--- PROBLEM ---
Any picture in the records below stays out; return everything else exactly.

· · · · · · ·

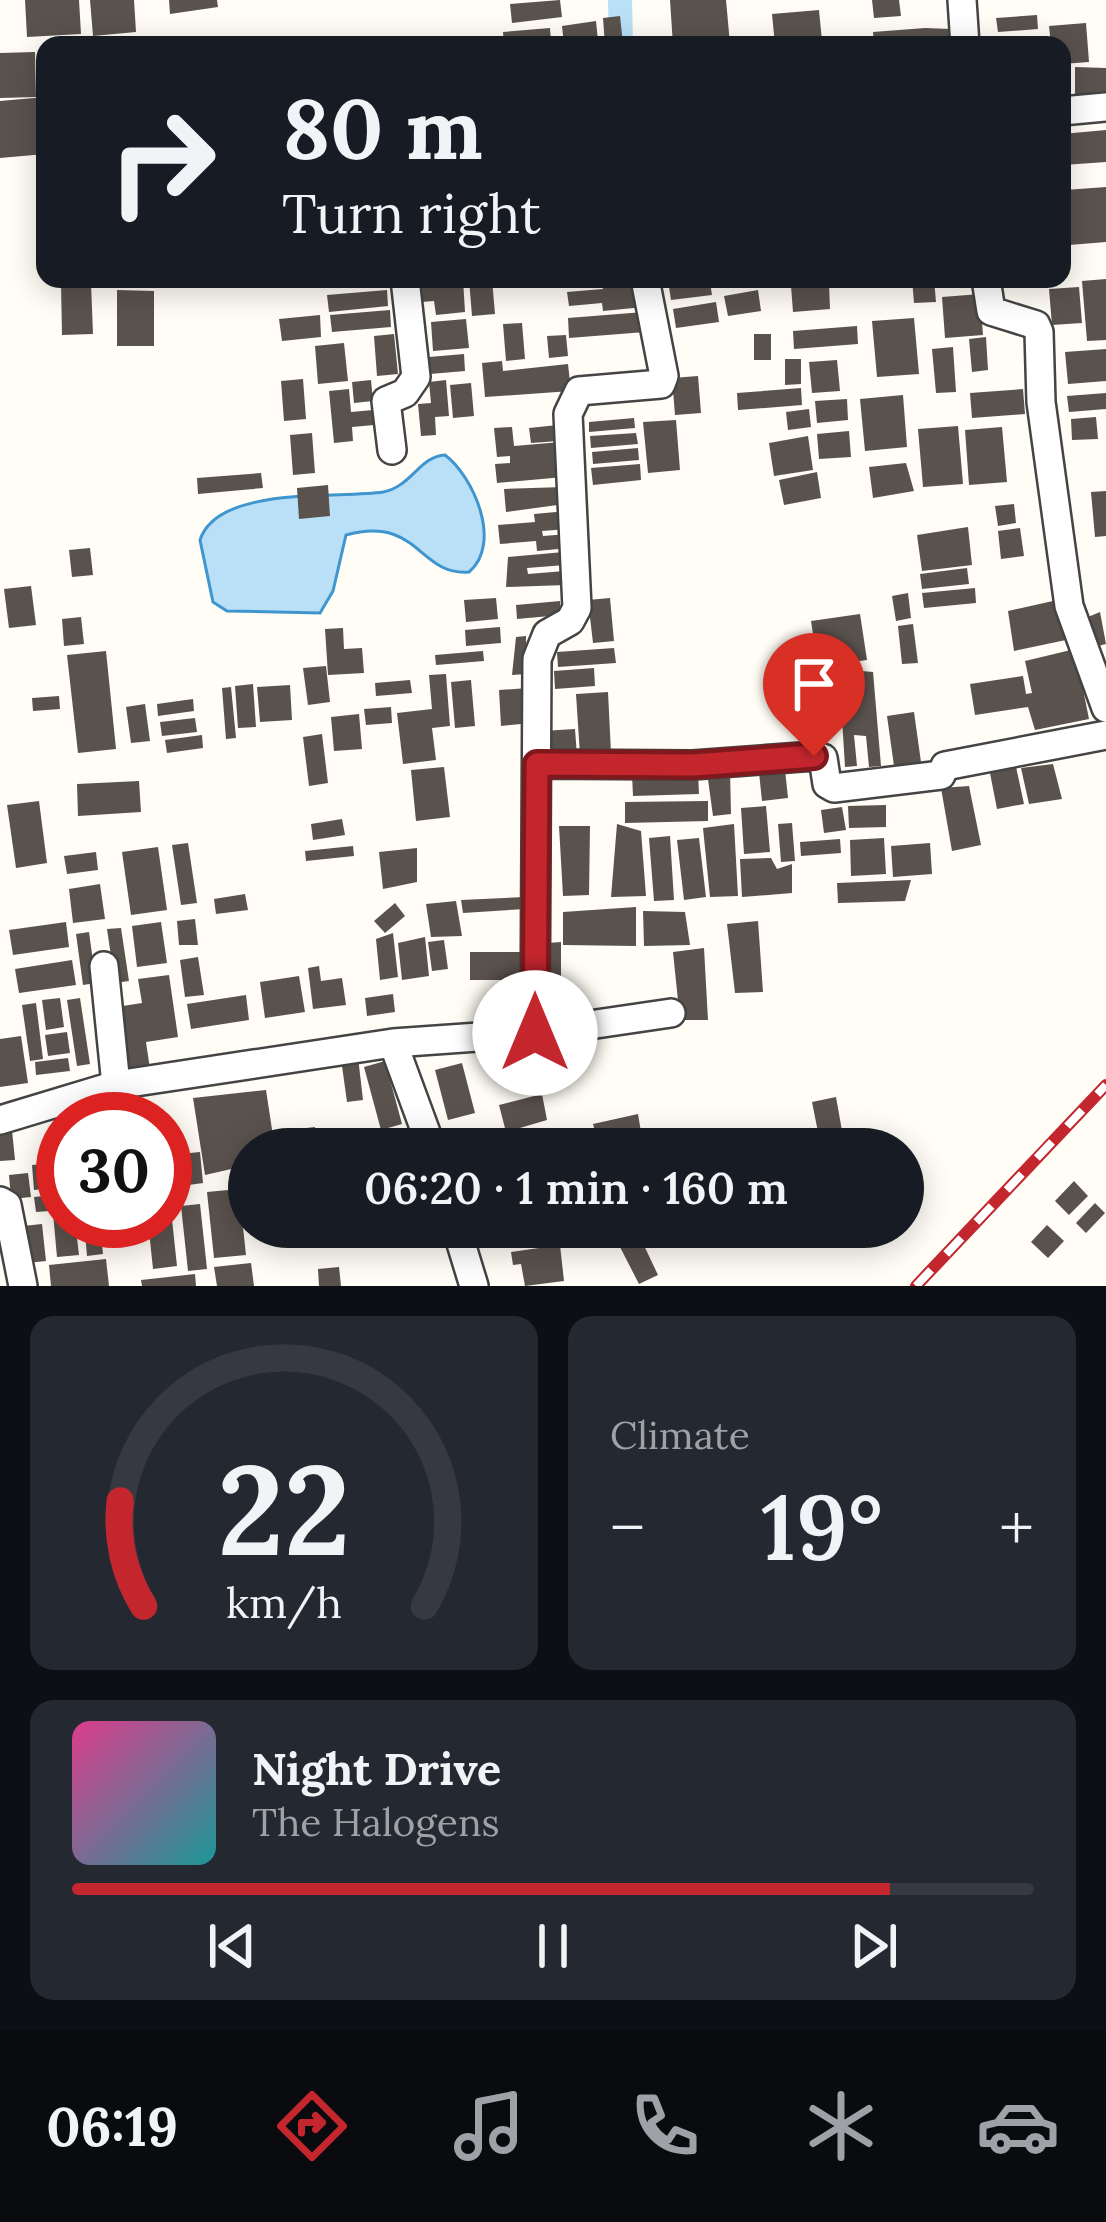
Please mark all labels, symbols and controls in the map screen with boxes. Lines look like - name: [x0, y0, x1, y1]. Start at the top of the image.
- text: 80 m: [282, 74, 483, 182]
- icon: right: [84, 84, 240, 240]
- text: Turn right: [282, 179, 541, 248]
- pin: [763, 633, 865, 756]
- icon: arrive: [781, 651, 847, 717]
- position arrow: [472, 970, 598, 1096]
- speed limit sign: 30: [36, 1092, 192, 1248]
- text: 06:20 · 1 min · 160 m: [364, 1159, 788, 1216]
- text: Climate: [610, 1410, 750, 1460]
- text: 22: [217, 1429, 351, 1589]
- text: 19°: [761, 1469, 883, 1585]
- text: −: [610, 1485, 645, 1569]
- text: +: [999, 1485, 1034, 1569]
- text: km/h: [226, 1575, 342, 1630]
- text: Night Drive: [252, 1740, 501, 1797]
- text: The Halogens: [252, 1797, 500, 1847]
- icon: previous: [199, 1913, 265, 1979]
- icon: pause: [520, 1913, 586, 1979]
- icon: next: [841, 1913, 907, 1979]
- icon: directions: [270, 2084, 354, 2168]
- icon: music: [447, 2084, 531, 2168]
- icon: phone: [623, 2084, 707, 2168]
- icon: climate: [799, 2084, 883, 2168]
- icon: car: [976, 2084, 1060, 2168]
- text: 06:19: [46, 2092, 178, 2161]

· · · · · · ·

--- TASK RESULT ---
Please mark all labels, symbols and controls in the map screen with boxes. Lines look like - name: [x0, y0, x1, y1]. Start at the top of the image.
- text: 80 m: [282, 74, 483, 182]
- icon: right: [84, 84, 240, 240]
- text: Turn right: [282, 179, 541, 248]
- pin: [763, 633, 865, 756]
- icon: arrive: [781, 651, 847, 717]
- position arrow: [472, 970, 598, 1096]
- speed limit sign: 30: [36, 1092, 192, 1248]
- text: 06:20 · 1 min · 160 m: [364, 1159, 788, 1216]
- text: Climate: [610, 1410, 750, 1460]
- text: 22: [217, 1429, 351, 1589]
- text: 19°: [761, 1469, 883, 1585]
- text: −: [610, 1485, 645, 1569]
- text: +: [999, 1485, 1034, 1569]
- text: km/h: [226, 1575, 342, 1630]
- text: Night Drive: [252, 1740, 501, 1797]
- text: The Halogens: [252, 1797, 500, 1847]
- icon: previous: [199, 1913, 265, 1979]
- icon: pause: [520, 1913, 586, 1979]
- icon: next: [841, 1913, 907, 1979]
- icon: directions: [270, 2084, 354, 2168]
- icon: music: [447, 2084, 531, 2168]
- icon: phone: [623, 2084, 707, 2168]
- icon: climate: [799, 2084, 883, 2168]
- icon: car: [976, 2084, 1060, 2168]
- text: 06:19: [46, 2092, 178, 2161]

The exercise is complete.